THE REASON WHY ART IN THE GARDEN HAS BEEN CANCELLED

Claudia Borgna PVSorry it took so long but we had to wait  until the official press release was made public for the sake of correctness.

The reason why the show at Painswick Rococo Garden has been cancelled is that their partners pulled out over a conflict with a reality television programme leaving them no choice but to cancel.

What a shame!

I am now waiting for my bags to be shipped back to me.

The work’s title was going to be: ‘LATE FROST’

I am posting its brief statement and project proposal just to tingle your imagination of what it could have been!

ART IN THE GARDEN PROJECT PROPOSAL & STATEMENT CLAUDIA BORGNA

Title: “LATE FROST: An outdoor temporary sculpture”

Large and conspicuous. Glossy. White. Evergreen.

Once considered special: a luxury, now just another commodity.

Grown in the thousands for horticulture and commercial purposes yet rare in its natural range is considered a threatened species mainly due to its habitat destruction.

Acid soil, rich humus and large amounts of water are what it needs to live. Like human beings it doesn’t tolerate drought.

From East Asia all the way to Verdi’s Traviata and Dumas’ lady, from colonization to globalization, this ornamental plant is witness to a great deal of our modern and consumerist history.

Its extended family now includes a new species only to be seen at Art in the Garden.

I am talking about giant white Camellias made out of recycled plastic bags. They’re up to 10 feet tall.

Bare white stems hold onto large reclining corollas. Like umbrellas their diameters reach 5 feet of width. Sparse white leaves sprout up their one-only stalk.

The flower’s structure is beautifully simple. Rebar poles wrapped up in white plastic make the stems, while plastic bags and metal wire are moulded into the corolla’s petals and leaves.

A little colony of nine camellia-like-flowers will grow in the forest just off the path’s edge. Seven of them will be set on one side of the woods’ trail and the remaining two will stand aside on the other (please see photo for exact location).

Although they will be swaying in the air powered by the wind, their roots will be anchored into the ground (possibly in some cement poured inside a black bin bag to make sure they do not to contaminate the soil).

I will need two days approximately to install the camellias.

The rebar poles are to be ordered and delivered to the site.

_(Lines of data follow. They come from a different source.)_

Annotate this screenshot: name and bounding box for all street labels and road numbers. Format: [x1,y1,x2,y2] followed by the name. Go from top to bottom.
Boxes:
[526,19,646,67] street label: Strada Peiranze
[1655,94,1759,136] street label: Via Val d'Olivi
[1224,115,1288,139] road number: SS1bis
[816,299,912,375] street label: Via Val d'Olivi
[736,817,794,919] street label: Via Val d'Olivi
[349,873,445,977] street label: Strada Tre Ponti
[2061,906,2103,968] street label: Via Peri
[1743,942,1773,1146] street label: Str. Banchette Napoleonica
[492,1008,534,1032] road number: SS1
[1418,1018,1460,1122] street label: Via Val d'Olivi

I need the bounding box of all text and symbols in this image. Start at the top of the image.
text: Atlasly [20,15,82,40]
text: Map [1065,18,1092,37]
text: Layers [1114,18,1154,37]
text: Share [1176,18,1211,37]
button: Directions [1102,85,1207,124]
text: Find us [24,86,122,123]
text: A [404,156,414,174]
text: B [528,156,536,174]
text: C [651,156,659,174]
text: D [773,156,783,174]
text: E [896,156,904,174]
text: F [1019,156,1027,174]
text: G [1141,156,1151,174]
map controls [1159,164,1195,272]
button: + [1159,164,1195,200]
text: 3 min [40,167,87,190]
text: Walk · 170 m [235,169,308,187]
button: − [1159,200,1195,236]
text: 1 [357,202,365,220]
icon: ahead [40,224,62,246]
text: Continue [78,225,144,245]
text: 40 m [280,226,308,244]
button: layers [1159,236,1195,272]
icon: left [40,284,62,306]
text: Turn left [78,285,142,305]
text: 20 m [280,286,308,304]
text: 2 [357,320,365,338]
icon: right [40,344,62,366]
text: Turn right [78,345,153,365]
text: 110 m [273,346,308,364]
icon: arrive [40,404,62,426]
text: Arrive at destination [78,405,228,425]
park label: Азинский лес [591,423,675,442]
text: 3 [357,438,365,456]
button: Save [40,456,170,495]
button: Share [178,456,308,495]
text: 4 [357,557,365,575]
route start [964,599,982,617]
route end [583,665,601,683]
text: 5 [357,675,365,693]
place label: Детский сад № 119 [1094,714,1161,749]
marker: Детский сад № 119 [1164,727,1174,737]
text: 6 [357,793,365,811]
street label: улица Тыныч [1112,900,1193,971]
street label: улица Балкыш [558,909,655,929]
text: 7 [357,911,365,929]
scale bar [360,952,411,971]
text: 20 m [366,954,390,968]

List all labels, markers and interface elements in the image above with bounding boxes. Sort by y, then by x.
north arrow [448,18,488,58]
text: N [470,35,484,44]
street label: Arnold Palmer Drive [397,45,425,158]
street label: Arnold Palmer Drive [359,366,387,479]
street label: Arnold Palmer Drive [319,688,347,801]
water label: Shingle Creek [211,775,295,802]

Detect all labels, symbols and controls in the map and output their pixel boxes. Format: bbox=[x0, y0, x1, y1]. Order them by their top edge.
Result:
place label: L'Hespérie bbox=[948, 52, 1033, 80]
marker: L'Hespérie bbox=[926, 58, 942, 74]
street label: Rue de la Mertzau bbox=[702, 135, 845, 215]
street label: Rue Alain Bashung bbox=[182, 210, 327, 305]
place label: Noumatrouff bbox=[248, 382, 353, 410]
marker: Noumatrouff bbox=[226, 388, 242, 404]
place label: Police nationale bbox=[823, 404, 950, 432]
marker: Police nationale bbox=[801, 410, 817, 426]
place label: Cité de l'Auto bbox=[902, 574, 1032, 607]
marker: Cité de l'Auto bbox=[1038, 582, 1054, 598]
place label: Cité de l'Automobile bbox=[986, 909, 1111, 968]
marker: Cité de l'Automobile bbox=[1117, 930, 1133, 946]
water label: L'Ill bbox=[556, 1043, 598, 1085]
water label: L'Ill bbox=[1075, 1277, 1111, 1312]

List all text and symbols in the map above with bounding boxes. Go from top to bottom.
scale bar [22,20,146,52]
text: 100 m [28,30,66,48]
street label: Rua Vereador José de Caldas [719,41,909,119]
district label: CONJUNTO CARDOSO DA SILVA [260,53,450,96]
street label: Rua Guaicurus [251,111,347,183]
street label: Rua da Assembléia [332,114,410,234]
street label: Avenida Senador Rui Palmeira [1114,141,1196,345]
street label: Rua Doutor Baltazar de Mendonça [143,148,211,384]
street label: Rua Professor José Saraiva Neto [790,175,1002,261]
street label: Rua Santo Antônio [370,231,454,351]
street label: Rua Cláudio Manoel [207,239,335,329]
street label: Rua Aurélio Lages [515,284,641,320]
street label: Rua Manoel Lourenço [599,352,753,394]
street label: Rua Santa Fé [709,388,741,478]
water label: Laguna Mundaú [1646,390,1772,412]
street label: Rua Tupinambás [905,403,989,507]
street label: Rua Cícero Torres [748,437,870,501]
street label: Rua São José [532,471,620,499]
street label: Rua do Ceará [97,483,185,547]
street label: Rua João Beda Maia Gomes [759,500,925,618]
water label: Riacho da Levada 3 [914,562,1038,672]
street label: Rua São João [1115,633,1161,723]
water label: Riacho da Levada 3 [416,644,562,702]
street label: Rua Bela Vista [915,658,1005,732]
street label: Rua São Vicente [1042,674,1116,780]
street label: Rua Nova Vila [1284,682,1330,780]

The corollas and leaves I will have made separately and will carry them with me. In loco I will then assemble the different parts.

All together the intention of the artwork is to complement the existing landscape with fairy-like elements that can suggest a story.

The camellias will blend in as well as stand out from their temporary borrowed surroundings creating a fable-like scenery where nature and culture can briefly coexist in a world of art and poetry.

This short-lived marriage is to raise a series of questions on the relationship between nature and us.

While nature is the continuous source of our culture, can we transform our culture into nature?

Further to this, how ethical is my artwork? Is it another selfish act of exploitation in the name of art? Am I just contributing to diminish the value of both nature and art? And in the end will beauty really save the world like Dostoyevsky proclaimed? And if so what kind of beauty is it going to be?

As much as I try to be mindfully conscious and discrete I will inevitably disturb the balance of an ecosystem affecting it with my artwork if not just by digging a hole into the ground.

Ultimately roots can only be replaced with cement and leaves and petals with plastic bags because I cannot substitute nature but only try to complement it in the most respectful way possible.

Nature and plastic bags both overlooked and taken for granted come together in this occasion to stand out again, distinguish themselves and claim back their special uniqueness while also creating a tension of contradictory values and clashing realities.

Camellias: mirrors of our volatile moods and landscapes witnesses of human anxieties. Ever-changing landscapes destroyed and revived into new forms. Landscapes created by the insatiable need for innovation.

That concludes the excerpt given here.